## PROBLEM DESCRIPTION
Count the lines holding the string "data" in the records, and give only the count.

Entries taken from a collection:
BEGIN

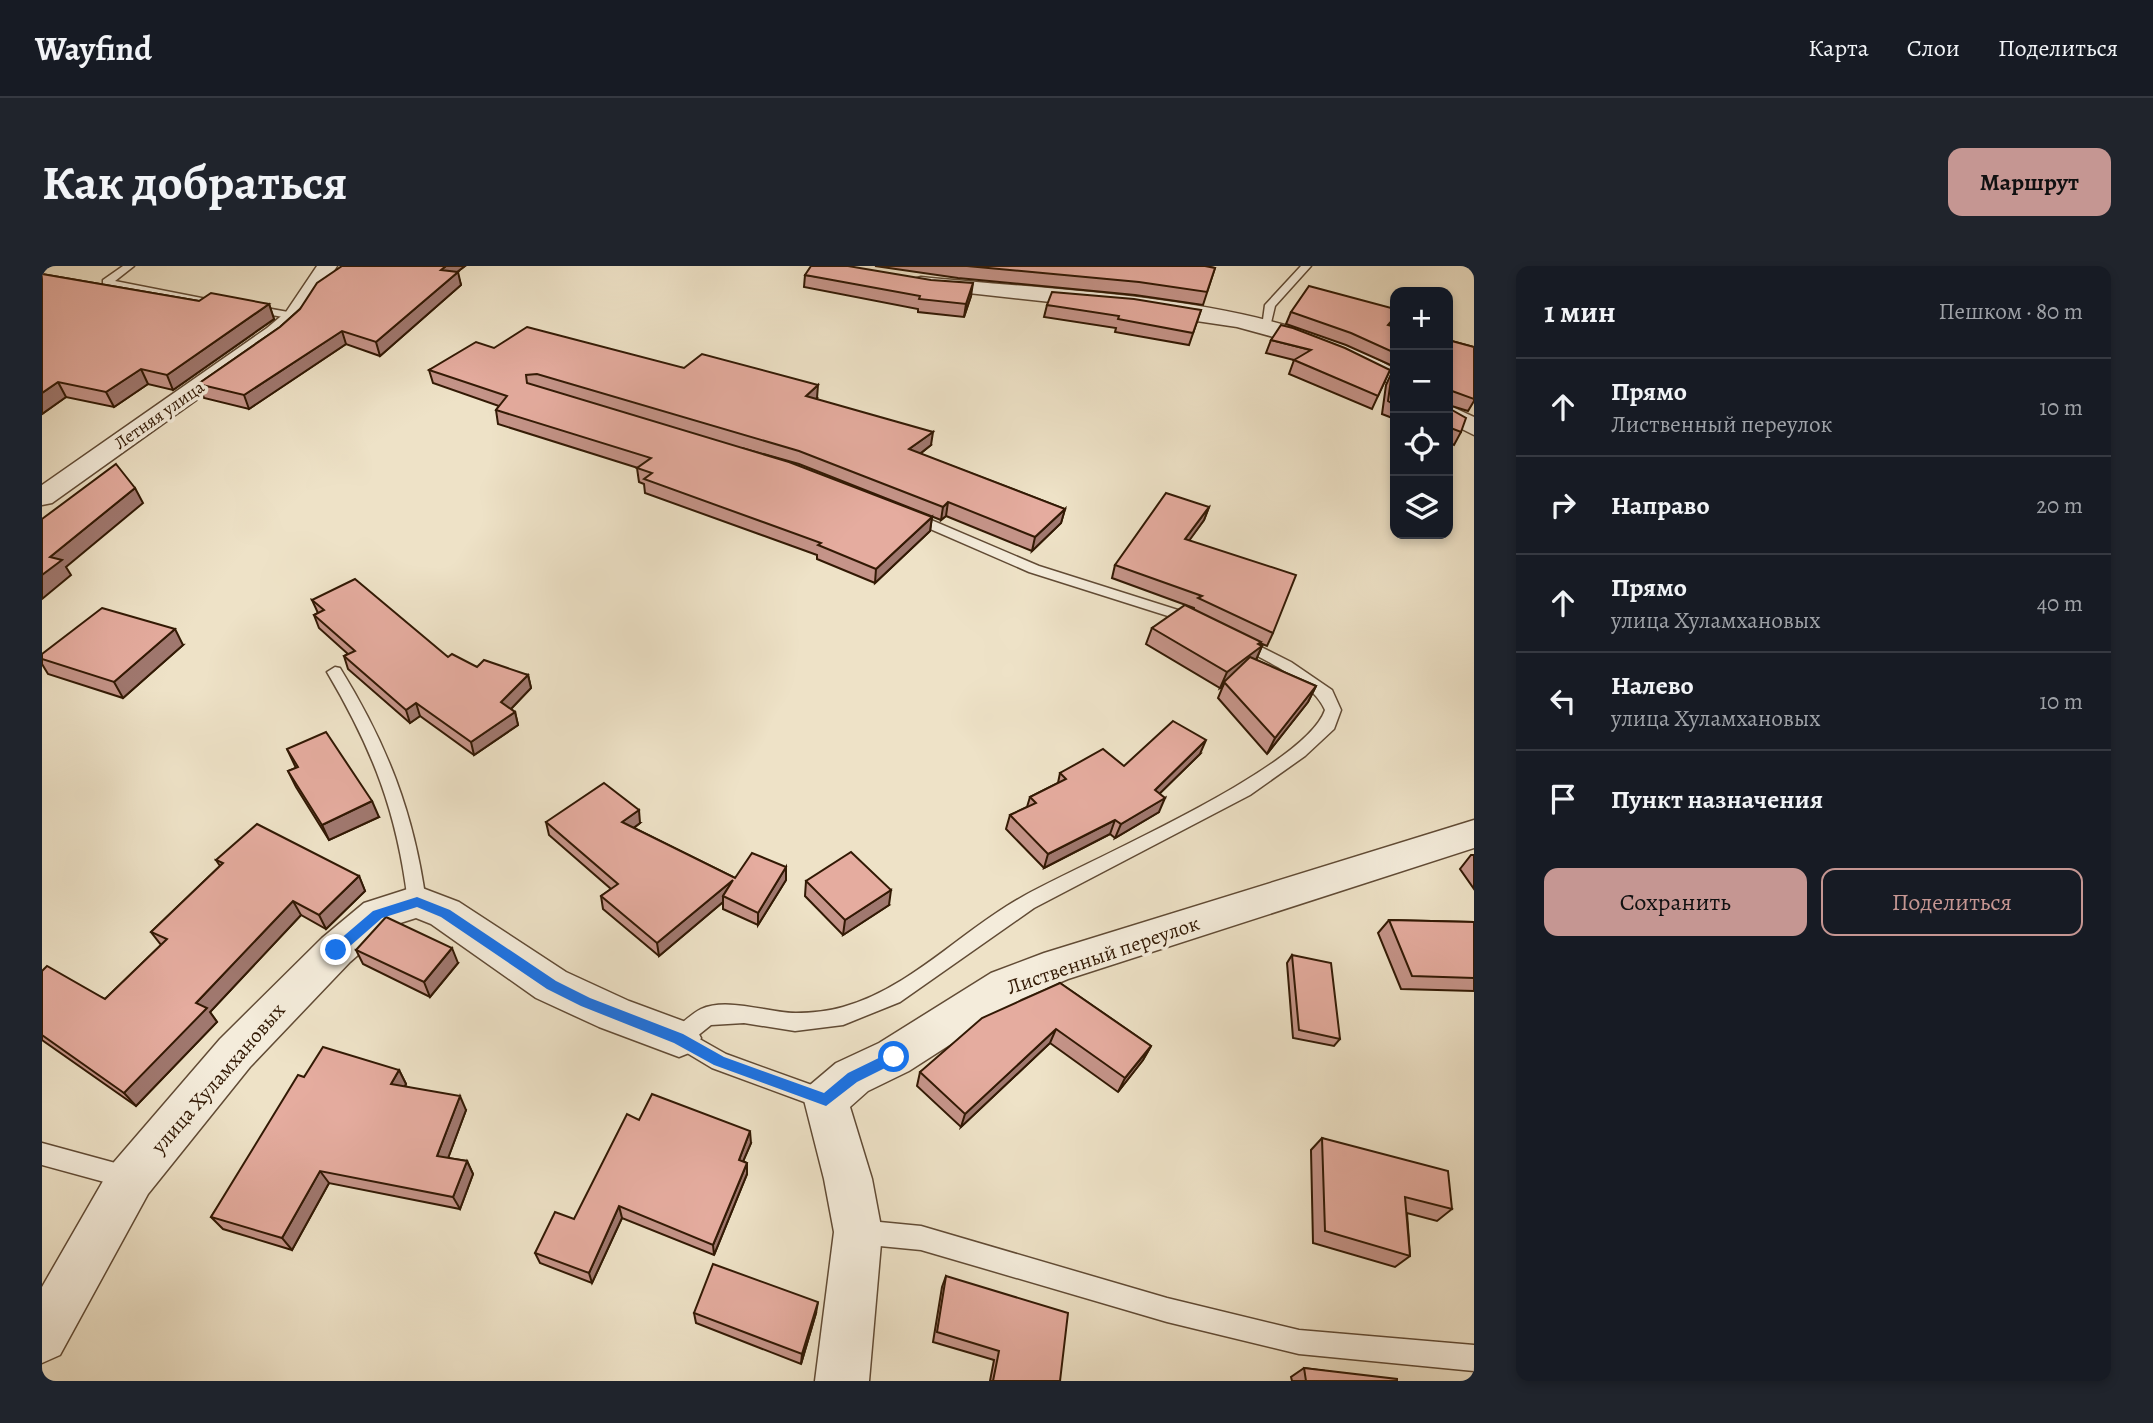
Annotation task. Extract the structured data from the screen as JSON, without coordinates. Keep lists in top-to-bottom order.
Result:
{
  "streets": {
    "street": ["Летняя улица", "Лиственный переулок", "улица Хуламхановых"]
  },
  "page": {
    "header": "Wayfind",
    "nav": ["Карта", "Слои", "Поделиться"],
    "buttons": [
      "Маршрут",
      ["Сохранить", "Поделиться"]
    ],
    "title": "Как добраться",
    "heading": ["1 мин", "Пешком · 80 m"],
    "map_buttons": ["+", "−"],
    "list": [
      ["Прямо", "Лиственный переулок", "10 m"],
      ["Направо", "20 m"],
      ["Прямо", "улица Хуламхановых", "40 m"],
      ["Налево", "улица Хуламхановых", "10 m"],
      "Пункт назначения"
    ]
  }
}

END
BEGIN

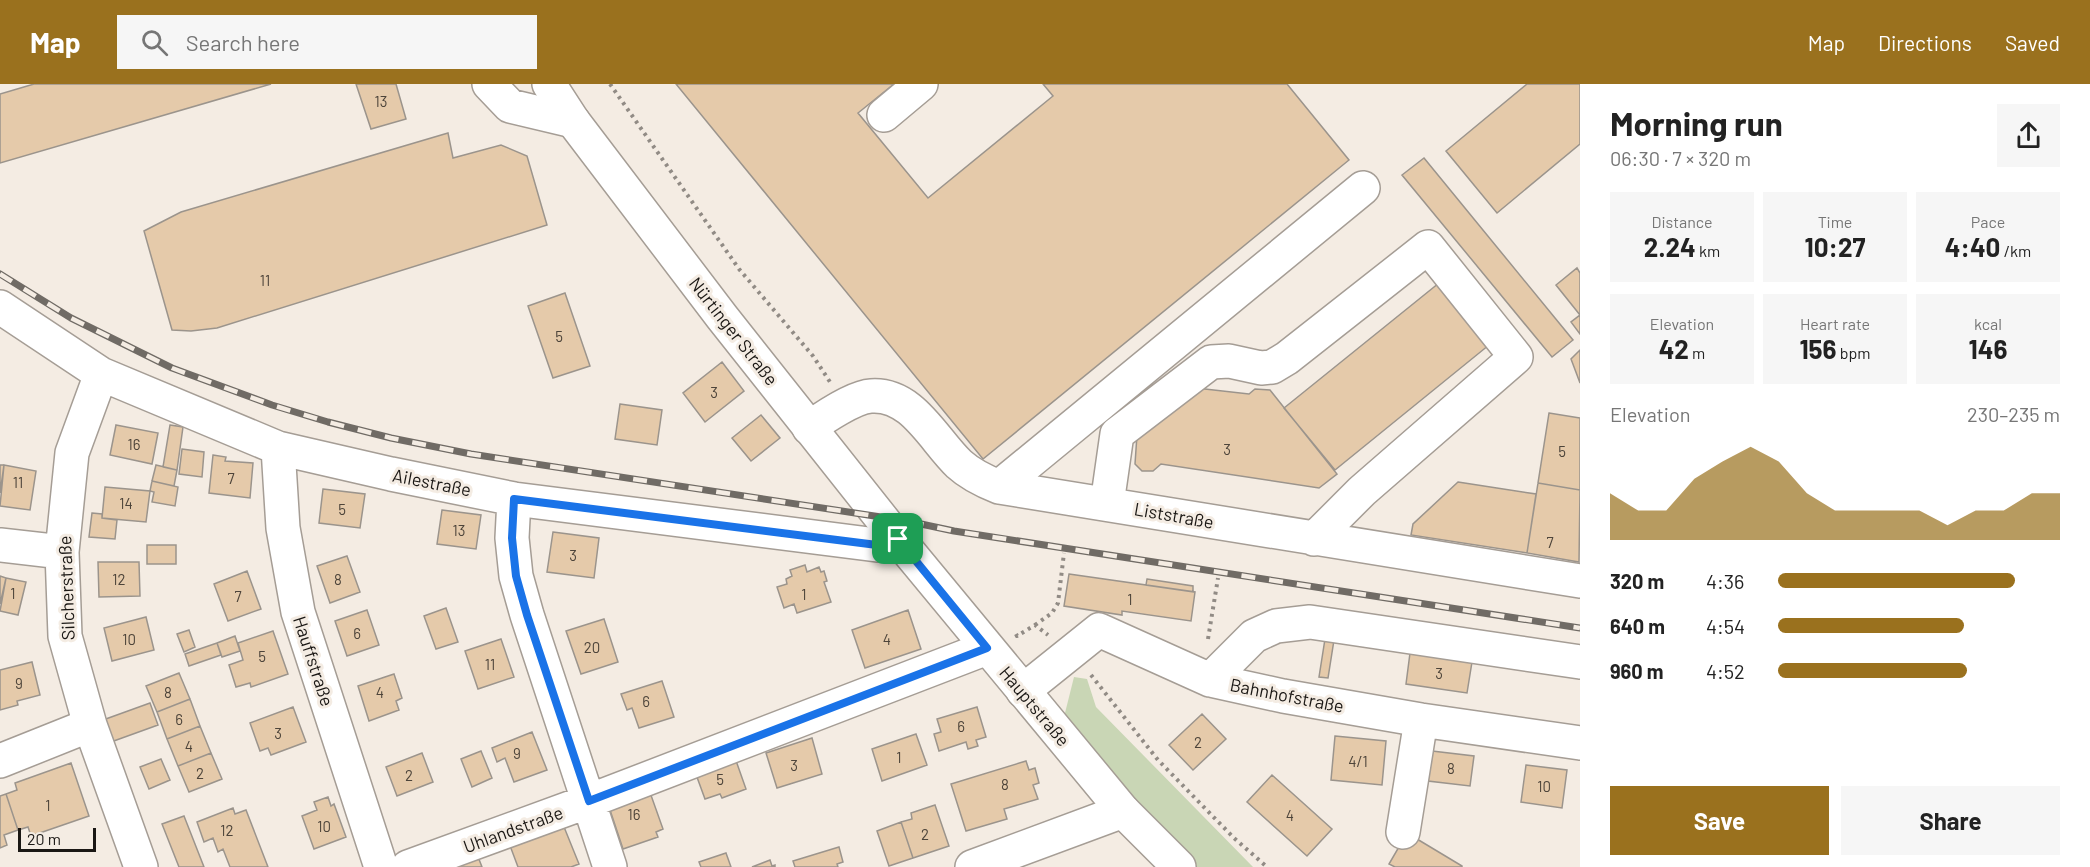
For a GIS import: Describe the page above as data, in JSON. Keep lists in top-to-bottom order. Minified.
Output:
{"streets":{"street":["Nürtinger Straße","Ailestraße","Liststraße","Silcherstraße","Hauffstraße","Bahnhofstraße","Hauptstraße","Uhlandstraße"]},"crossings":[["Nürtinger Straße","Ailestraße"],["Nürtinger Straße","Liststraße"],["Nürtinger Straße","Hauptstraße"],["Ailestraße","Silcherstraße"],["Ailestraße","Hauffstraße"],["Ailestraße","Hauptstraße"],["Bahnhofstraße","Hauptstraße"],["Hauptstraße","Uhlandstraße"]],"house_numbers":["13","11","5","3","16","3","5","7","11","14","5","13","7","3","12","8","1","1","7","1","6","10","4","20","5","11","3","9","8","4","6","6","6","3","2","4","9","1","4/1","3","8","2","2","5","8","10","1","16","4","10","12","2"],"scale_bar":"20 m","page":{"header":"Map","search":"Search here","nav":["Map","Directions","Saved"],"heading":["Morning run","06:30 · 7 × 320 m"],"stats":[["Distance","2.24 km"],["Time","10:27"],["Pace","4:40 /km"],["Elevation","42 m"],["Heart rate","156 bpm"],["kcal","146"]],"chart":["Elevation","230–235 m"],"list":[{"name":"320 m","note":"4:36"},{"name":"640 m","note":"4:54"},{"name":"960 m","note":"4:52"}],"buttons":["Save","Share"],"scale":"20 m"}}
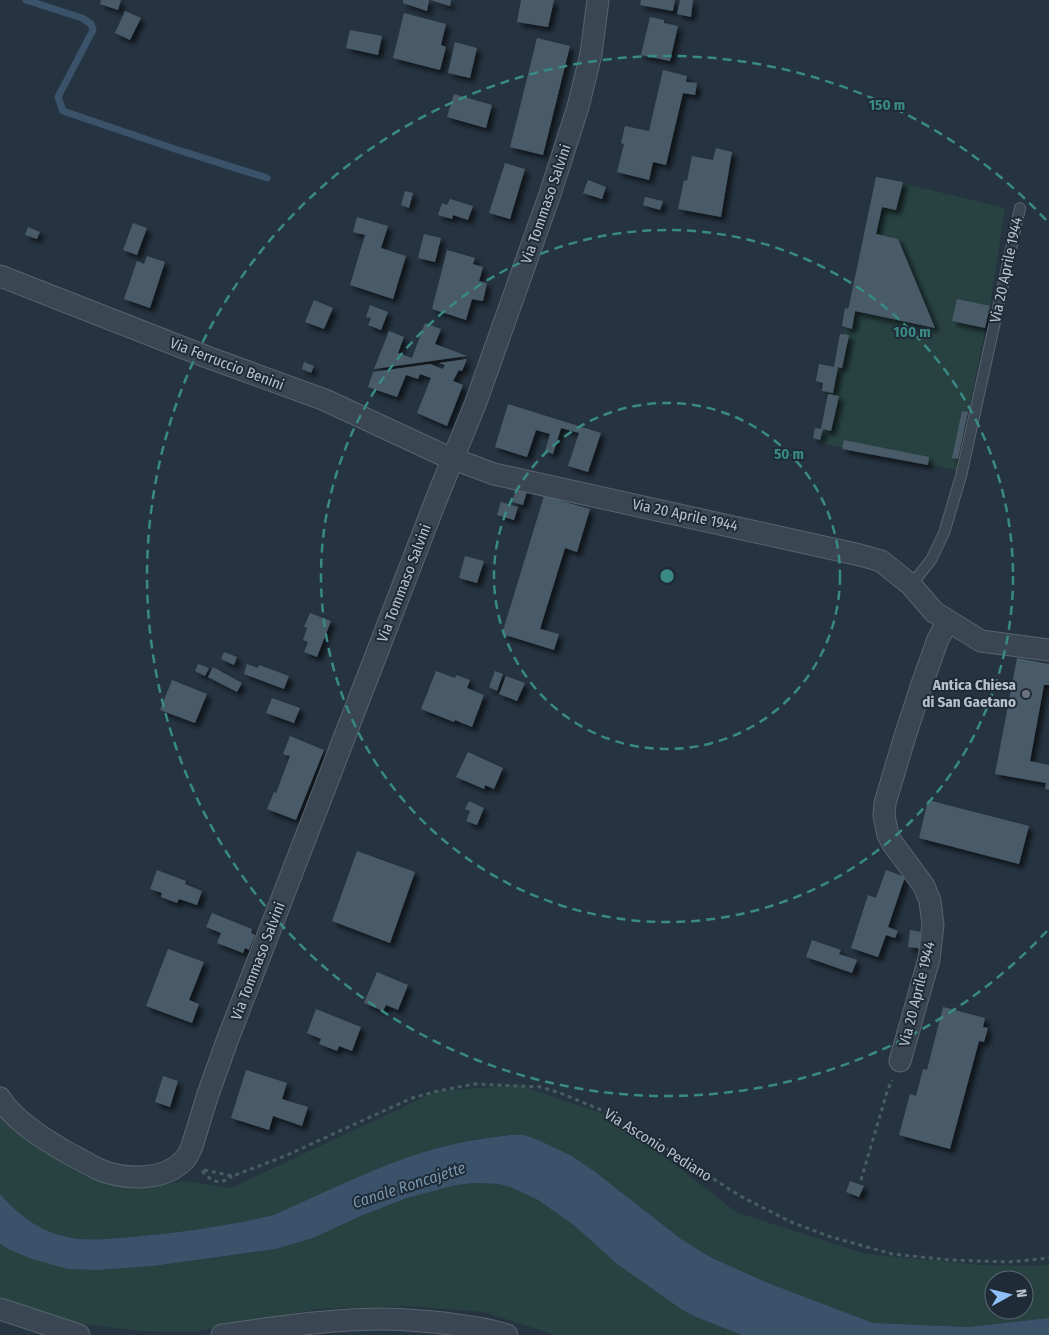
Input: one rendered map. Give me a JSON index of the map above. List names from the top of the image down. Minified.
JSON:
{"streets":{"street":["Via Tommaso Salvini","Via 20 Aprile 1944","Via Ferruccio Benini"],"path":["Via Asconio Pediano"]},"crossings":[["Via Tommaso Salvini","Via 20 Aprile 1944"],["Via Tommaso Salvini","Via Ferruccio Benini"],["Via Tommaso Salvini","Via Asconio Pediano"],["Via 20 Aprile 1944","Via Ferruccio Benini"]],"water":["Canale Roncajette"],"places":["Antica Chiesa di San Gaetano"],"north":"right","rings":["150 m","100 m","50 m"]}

END

## ANSWER SPACE
2